Pensions Meg's pension plan is an annuity with a guaranteed return of 7% per year (compounded quarterly). She would like to retire with a pension of $10,000 per quarter for 25 years. If she works 37 years before retiring, how much money must she and her employer deposit each quarter? (Round your answer to the nearest cent.) $
The question is solved in two parts. First, the future value of annuity savings of 25 years is calculated.
Information provided:
Annuity= $10,000
Time= 25 years*4= 100 quarters
Interest rate= 7%/4= 1.75% per quarter
The future value is calculated by entering the below in a financial calculator:
PMT= 10,000
N= 100
I/Y= 1.75
Press the CPT key and FV to compute the future value.

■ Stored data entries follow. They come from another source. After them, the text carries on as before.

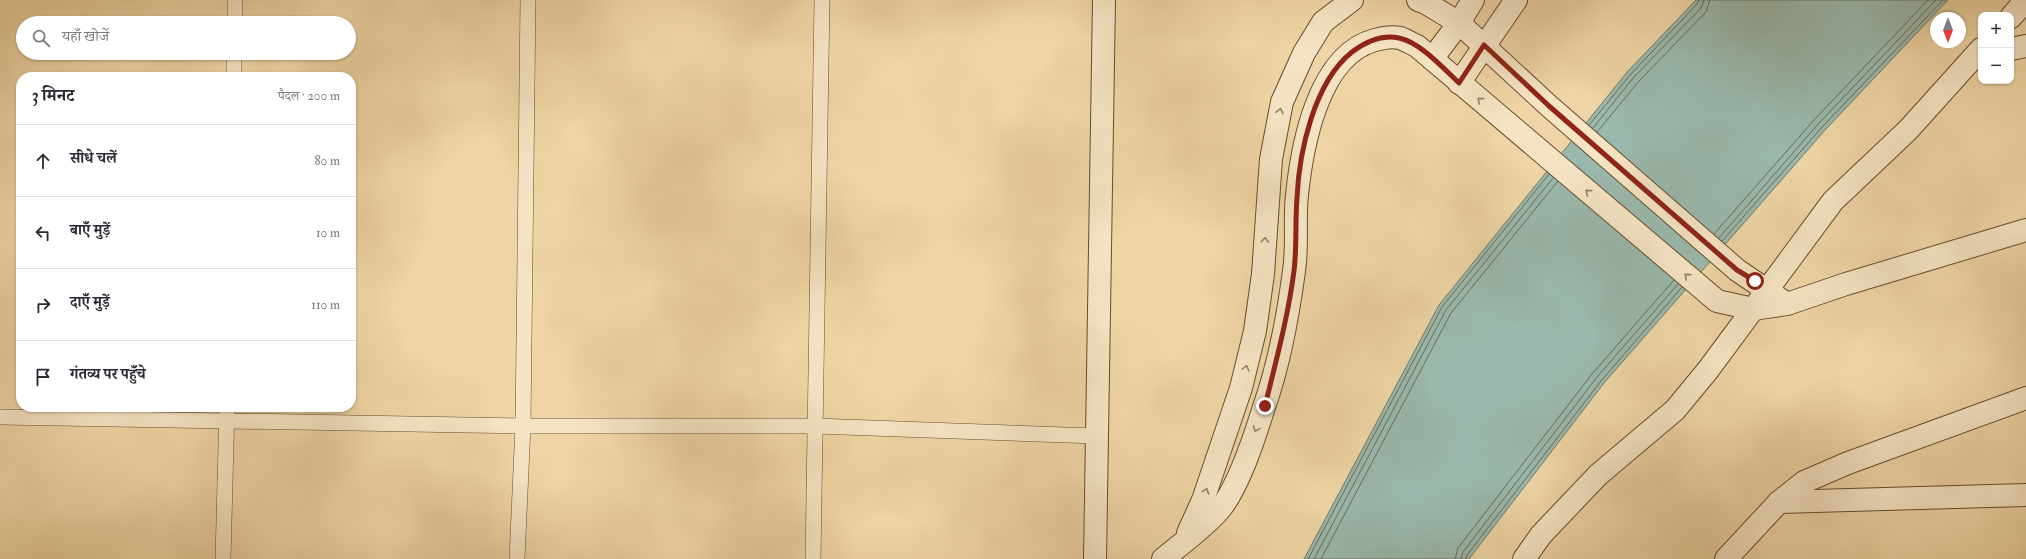 <!DOCTYPE html>
<html lang="hi">
<meta charset="utf-8">
<style>
body{margin:0;font-family:"IM FELL Double Pica","Noto Serif Devanagari",serif;background:#f2f2f3;color:#2b2b33}
.controls{position:absolute;right:12px;top:12px;display:grid;overflow:hidden;border-radius:8px;box-shadow:0 1px 3px #0004}
.controls button{width:36px;height:36px;display:grid;place-items:center;padding:0;border:0;border-bottom:1px solid #e1e1e2;background:#fff;color:#2b2b33;font:20px sans-serif}
.compass{position:absolute;left:1930px;top:12px;width:36px;height:36px;border-radius:50%;background:#fff;box-shadow:0 1px 3px #0004;rotate:180deg}
.stop{position:absolute;width:12px;height:12px;margin:-9px;border:3px solid #8f2418;border-radius:50%;background:#fff}
.stop.end{background:#8f2418;border-color:#fff;box-shadow:0 1px 4px #0008}
.list{margin:0;padding:0;list-style:none}
h2{display:flex;justify-content:space-between;align-items:center;height:52px;margin:0;padding:0 16px;font-size:17px}
h2 small{font-size:13px;font-weight:400;color:#7c7c81}
.list li{display:grid;grid-template-columns:26px 1fr auto;gap:12px;align-items:center;box-sizing:border-box;height:72px;padding:0 16px;border-top:1px solid #e1e1e2}
.list b{display:block;font-size:15px;white-space:nowrap}
.list em{font-size:13px;font-style:normal;color:#7c7c81}
.icon{flex:none;width:22px;height:22px;fill:none;stroke:currentColor;stroke-width:2;stroke-linecap:round;stroke-linejoin:round}
.map{position:relative;flex:none;width:2026px;height:559px;overflow:hidden}
.search{position:absolute;background:#fff;box-shadow:0 1px 3px #0004;left:16px;top:16px;width:340px;height:44px;display:flex;align-items:center;gap:10px;box-sizing:border-box;padding:0 14px;border-radius:22px;color:#7c7c81;font-size:15px}
.panel{position:absolute;background:#fff;box-shadow:0 1px 3px #0004;left:16px;top:72px;width:340px;height:340px;border-radius:16px}
.map>svg:first-child{display:block}
</style>
<div class="map">
<svg width="2026" height="559" viewBox="0 0 2026 559">
<rect width="100%" height="100%" fill="#efd5a5"/>
<filter id="stains"><feTurbulence type="fractalNoise" baseFrequency=".005" numOctaves="4"/><feColorMatrix values="0 0 0 0 .2 0 0 0 0 .09 0 0 0 0 .02 0 0 0 .5 -.17"/></filter>
<radialGradient id="worn" r=".72"><stop offset=".6" stop-color="#630" stop-opacity="0"/><stop offset="1" stop-color="#630" stop-opacity=".3"/></radialGradient>
<path fill="#9ab8ac" stroke="#727b6a" d="M 1696,0 L 1948,0 L 1826,129 L 1604,383 L 1469,559 L 1304,559 L 1439,305 L 1628,71 Z"/>
<g fill="none" stroke-linecap="round" stroke-linejoin="round">
<g stroke="#686c5a" stroke-width="1">
<path d="M 1589,125 L 1631,74 L 1697,4 L 1699,0"/>
<path d="M 1593,128 L 1634,77 L 1701,8 L 1704,0"/>
<path d="M 1597,132 L 1639,81 L 1706,12 L 1710,0"/>
<path d="M 1714,234 L 1815,119 L 1928,0"/>
<path d="M 1719,238 L 1819,123 L 1936,0"/>
<path d="M 1722,241 L 1823,126 L 1943,0"/>
<path d="M 1308,559 L 1442,307 L 1549,174"/>
<path d="M 1314,559 L 1446,310 L 1553,178"/>
<path d="M 1321,559 L 1451,313 L 1558,181"/>
<path d="M 1455,559 L 1458,548 L 1592,374 L 1674,280"/>
<path d="M 1461,559 L 1463,552 L 1597,377 L 1678,284"/>
<path d="M 1466,559 L 1467,555 L 1601,381 L 1682,287"/>
</g>
<defs>
<g id="service">
<path d="M 235,23 L 235,0"/>
<path d="M 234,77 L 234,53"/>
<path d="M 0,417 L 523,426 L 815,426 L 1096,436"/>
<path d="M 223,559 L 227,407"/>
<path d="M 517,559 L 523,426 L 528,0"/>
<path d="M 813,559 L 822,0"/>
</g>
<g id="minor">
<path d="M 2011,17 L 2026,0"/>
<path d="M 2011,49 L 2026,46"/>
<path d="M 1779,502 L 2026,495"/>
<path d="M 1095,559 L 1104,0"/>
<path d="M 1524,559 L 1541,535 L 1598,475 L 1675,410 L 1708,370 L 1833,201 L 1908,130 L 1981,49"/>
<path d="M 1726,559 L 1779,502 L 1804,482 L 1848,463 L 2026,398"/>
</g>
<g id="tertiary">
<path d="M 1418,0 L 1426,3 L 1459,23 L 1549,106 L 1737,270 L 1787,304"/>
<path d="M 1432,59 L 1459,23 L 1473,0"/>
<path d="M 1459,83 L 1516,0"/>
<path d="M 1188,533 L 1203,500 L 1241,388 L 1255,331 L 1263,274 L 1271,159 L 1282,102 L 1304,53 L 1323,22 L 1352,0"/>
<path d="M 1163,559 C 1180,545 1207,525 1220,509 C 1239,486 1255,436 1264,407 C 1279,365 1288,316 1294,271 C 1298,246 1294,220 1297,195 C 1302,146 1318,55 1375,40 C 1382,38 1392,36 1400,38 C 1406,40 1412,44 1417,46 L 1717,301 L 1753,309 L 1787,304 L 1846,284 L 2026,230"/>
</g>
</defs>
<use href="#service" stroke="#654d2e" stroke-width="16"/>
<use href="#minor" stroke="#654d2e" stroke-width="24"/>
<use href="#tertiary" stroke="#654d2e" stroke-width="24"/>
<use href="#service" stroke="#f5e4c4" stroke-width="15"/>
<use href="#minor" stroke="#f5e4c4" stroke-width="22"/>
<use href="#tertiary" stroke="#f5e4c4" stroke-width="22"/>
</g>
<defs><path id="oneway-chevron" d="M-2-3.5L2.5 0L-2 3.5" fill="none" stroke-width="1.6" stroke-linecap="round" stroke-linejoin="round"/></defs>
<g stroke="#968266">
<use href="#oneway-chevron" transform="translate(1480 100) rotate(-140)"/>
<use href="#oneway-chevron" transform="translate(1280 111) rotate(-78)"/>
<use href="#oneway-chevron" transform="translate(1588 192) rotate(-140)"/>
<use href="#oneway-chevron" transform="translate(1265 240) rotate(-86)"/>
<use href="#oneway-chevron" transform="translate(1687 276) rotate(-140)"/>
<use href="#oneway-chevron" transform="translate(1246 368) rotate(-76)"/>
<use href="#oneway-chevron" transform="translate(1256 429) rotate(110)"/>
<use href="#oneway-chevron" transform="translate(1206 491) rotate(-70)"/>
</g>
<g fill="none" stroke-linecap="round" stroke-linejoin="round">
<path stroke="#8f2418" stroke-width="5" d="M 1265,406 C 1276,361 1288,317 1294,271 C 1297,247 1295,222 1297,198 C 1299,152 1314,82 1352,52 C 1365,42 1382,34 1399,38 C 1420,42 1444,69 1459,83 L 1484,45 L 1549,106 L 1737,270 L 1755,281"/>
</g>
<rect width="100%" height="100%" filter="url(#stains)"/>
<rect width="100%" height="100%" fill="url(#worn)"/>
</svg>
<div class="controls">
<button>+</button>
<button>−</button>
</div>
<svg class="compass" viewBox="-18 -18 36 36"><path d="M0-13l5 13h-10z" fill="#e53935"/><path d="M0 13l5-13h-10z" fill="#7c7c81"/></svg>
<div class="stop" style="left:1755px;top:281px"></div>
<div class="stop end" style="left:1265px;top:406px"></div>
<div class="search"><svg class="icon" aria-label="search" viewBox="0 0 24 24"><circle cx="10" cy="10" r="6"/><path d="M15 15l6 6"/></svg>यहाँ खोजें</div>
<section class="panel">
<h2>3 मिनट<small>पैदल · 200 m</small></h2>
<ul class="list">
<li><svg class="icon" aria-label="ahead" viewBox="0 0 24 24"><path d="M12 20V5M6 11l6-6 6 6"/></svg><div><b>सीधे चलें</b></div><em>80 m</em></li>
<li><svg class="icon" aria-label="left" viewBox="0 0 24 24"><path d="M17 20v-9H6M10 6l-5 5 5 5"/></svg><div><b>बाएँ मुड़ें</b></div><em>10 m</em></li>
<li><svg class="icon" aria-label="right" viewBox="0 0 24 24"><path d="M7 20v-9h11M14 6l5 5-5 5"/></svg><div><b>दाएँ मुड़ें</b></div><em>110 m</em></li>
<li><svg class="icon" aria-label="arrive" viewBox="0 0 24 24"><path d="M6 21V4h12l-3 4 3 4H6"/></svg><div><b>गंतव्य पर पहुँचे</b></div></li>
</ul>
</section>
</div>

The value obtained is 2,667,517.68.
Therefore, the value of the pension fund is $2,667,517.68.
Next, the amount of the quarterly deposit is calculated.
Enter the below in a financial calculator to compute the amount of quarterly deposit:
PV= -2,667,517.68
N= 37*4= 148
I/Y= 1.75
Press the CPT key and PMT to compute the amount of quarterly deposit.
The value obtained is 50,560.54.
Therefore, $50,560.54 has to be deposited by Meg and her employer each quarter.